= Raw data =
.....

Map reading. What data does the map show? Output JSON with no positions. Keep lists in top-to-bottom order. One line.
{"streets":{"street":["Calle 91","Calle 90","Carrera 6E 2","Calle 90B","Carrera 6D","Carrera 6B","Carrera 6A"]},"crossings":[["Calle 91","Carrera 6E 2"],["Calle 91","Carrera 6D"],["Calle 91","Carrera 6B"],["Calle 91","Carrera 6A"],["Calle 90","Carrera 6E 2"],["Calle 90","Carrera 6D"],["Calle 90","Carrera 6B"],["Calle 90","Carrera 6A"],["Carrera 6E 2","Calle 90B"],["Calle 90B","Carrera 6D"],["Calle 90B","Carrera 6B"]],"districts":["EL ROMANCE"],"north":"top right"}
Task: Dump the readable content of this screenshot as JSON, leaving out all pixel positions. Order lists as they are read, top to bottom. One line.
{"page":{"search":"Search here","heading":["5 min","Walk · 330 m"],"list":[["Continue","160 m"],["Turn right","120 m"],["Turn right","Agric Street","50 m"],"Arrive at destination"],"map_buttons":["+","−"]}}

.....

= Exercise brief =
Copy out all of the lines above exactly.

= Task answer =
Map reading. What data does the map show? Output JSON with no positions. Keep lists in top-to-bottom order. One line.
{"streets":{"street":["Calle 91","Calle 90","Carrera 6E 2","Calle 90B","Carrera 6D","Carrera 6B","Carrera 6A"]},"crossings":[["Calle 91","Carrera 6E 2"],["Calle 91","Carrera 6D"],["Calle 91","Carrera 6B"],["Calle 91","Carrera 6A"],["Calle 90","Carrera 6E 2"],["Calle 90","Carrera 6D"],["Calle 90","Carrera 6B"],["Calle 90","Carrera 6A"],["Carrera 6E 2","Calle 90B"],["Calle 90B","Carrera 6D"],["Calle 90B","Carrera 6B"]],"districts":["EL ROMANCE"],"north":"top right"}
Task: Dump the readable content of this screenshot as JSON, leaving out all pixel positions. Order lists as they are read, top to bottom. One line.
{"page":{"search":"Search here","heading":["5 min","Walk · 330 m"],"list":[["Continue","160 m"],["Turn right","120 m"],["Turn right","Agric Street","50 m"],"Arrive at destination"],"map_buttons":["+","−"]}}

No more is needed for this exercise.